To: tinkershaw who wrote (484)12/9/2003 10:50:32 AM
From: Don Mosher  Read Replies (1) | Respond to of 2955
 
Tinker,

I don't believe I adequately specified SCON's unique competitive advantage. Handsets are limited to 2 dBs in power as part of their standardization. Increasing their power could propagate their signals farther, but it also increases the interference floor in the system.

However, the cryogenic front-end superfilter and low noise amplifier increases the selection and sensitivity of the reception of the handset's signals.

This improves the quality of the uplink channel from the handsets by using a reliable, small footprint, and easily installed and maintained, but relatively inexpensive addition to the base station.

As data become increasingly common, the solution becomes increasingly necessary because data requires a high quality channel. For instance, high speed data solutions often use a selection diversity algorithm, which selects the handset with ideal receptions characteristics, usually close to the tower, for receipts of a full power high speed transmission (this approach is usually coupled with a fairness algorithm). This will become increasingly important in guaranteeing QOS. The addressable market, according to their last conference call, is about 30% of existing and new base stations.

Thus, the cryogenic front-end receiver solution increases the size of the sweet-spot for data transmission.

The same dynamic of simultaneously improved sensitivity and signal selection reduces blocked or dropped calls. Of course, the underlying scientific principle is that superconductors reduce or eliminate the resistance to the flow of electric current or selected electronic signals.

This is a unique and valuable technology now becoming available in RF frequencies because of the discovery of high temperature semiconductor materials in 1986 in the RF range.

Of course, because you own QCOM, you understand the implications of the build out of 3G networks. Of particular interest is the power of QCOM's modular solution that multiplies and decentralizes the value chain's complementary contributions. For instance, cameras or video recorders, TV tuners, LCD and OLED color displays, increasing external memories, and the like are profiting from Moore's law. With QCOM offering the lowest-cost-per-bit solutions, the ARPU's of carrier will be driven ever higher by the ever increasing, but ever cheaper, demands for data. SCON is another enabling complement that possesses a unique and proprietary architecture that is portable across all RF modulations and can be extended ever deeper into the front end. Thus, it is a cryogenic architectural module and a potential locus of high value.

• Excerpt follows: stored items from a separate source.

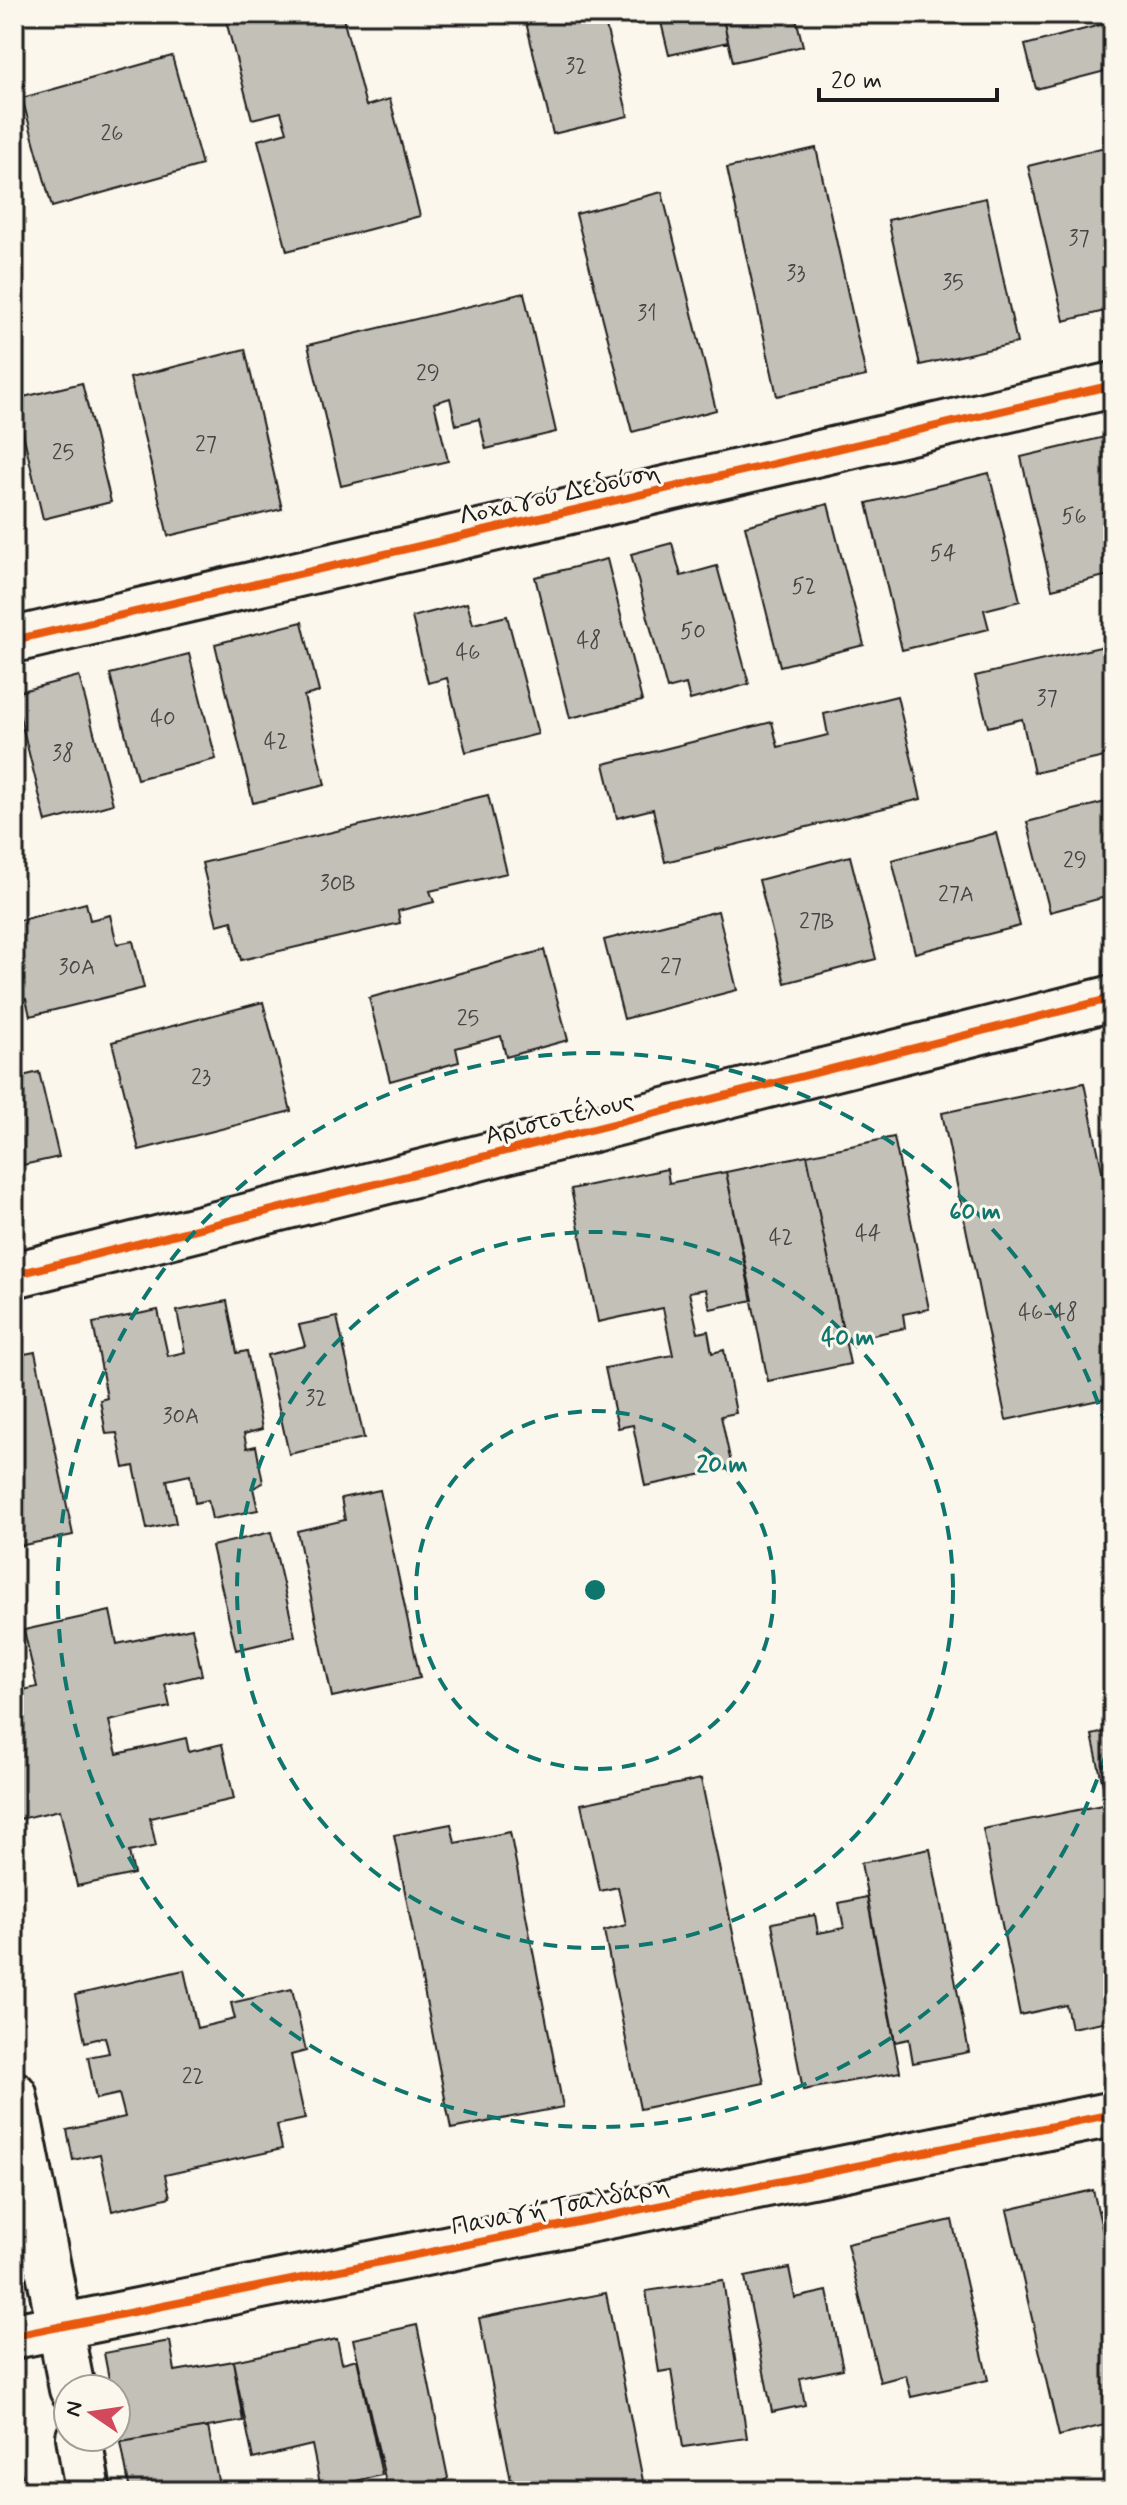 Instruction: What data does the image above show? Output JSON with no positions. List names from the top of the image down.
{
  "streets": {
    "street": ["Λοχαγού Δεδούση", "Αριστοτέλους", "Παναγή Τσαλδάρη"]
  },
  "house_numbers": [
    "32",
    "26",
    "37",
    "33",
    "35",
    "31",
    "29",
    "27",
    "25",
    "56",
    "54",
    "52",
    "50",
    "48",
    "46",
    "37",
    "40",
    "42",
    "38",
    "29",
    "30Β",
    "27Α",
    "27Β",
    "27",
    "30Α",
    "25",
    "23",
    "44",
    "42",
    "46-48",
    "32",
    "30A",
    "22"
  ],
  "scale_bar": "20 m",
  "north": "left",
  "rings": ["60 m", "40 m", "20 m"]
}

SCON has acquired patents on two of the three high temp substrates and productized RF production. It promises, at a minimum, a significant time-to-market advantage, and may, at best, prove over the next few years to be an emergent gorilla or, at least, to have several valuable degrees of architectural control.

Depending on your risk level and if your are not a gorilla "fundamentalist," who waits for an unmistakeable tornado, you may find it to be an interesting speculative investment now or later on.

Pointing this out to you is my way of thanking you for pointing me to RMBS, although I was not bright enough to get out when the DRAM market turned down. Still, I have confidence in that company too.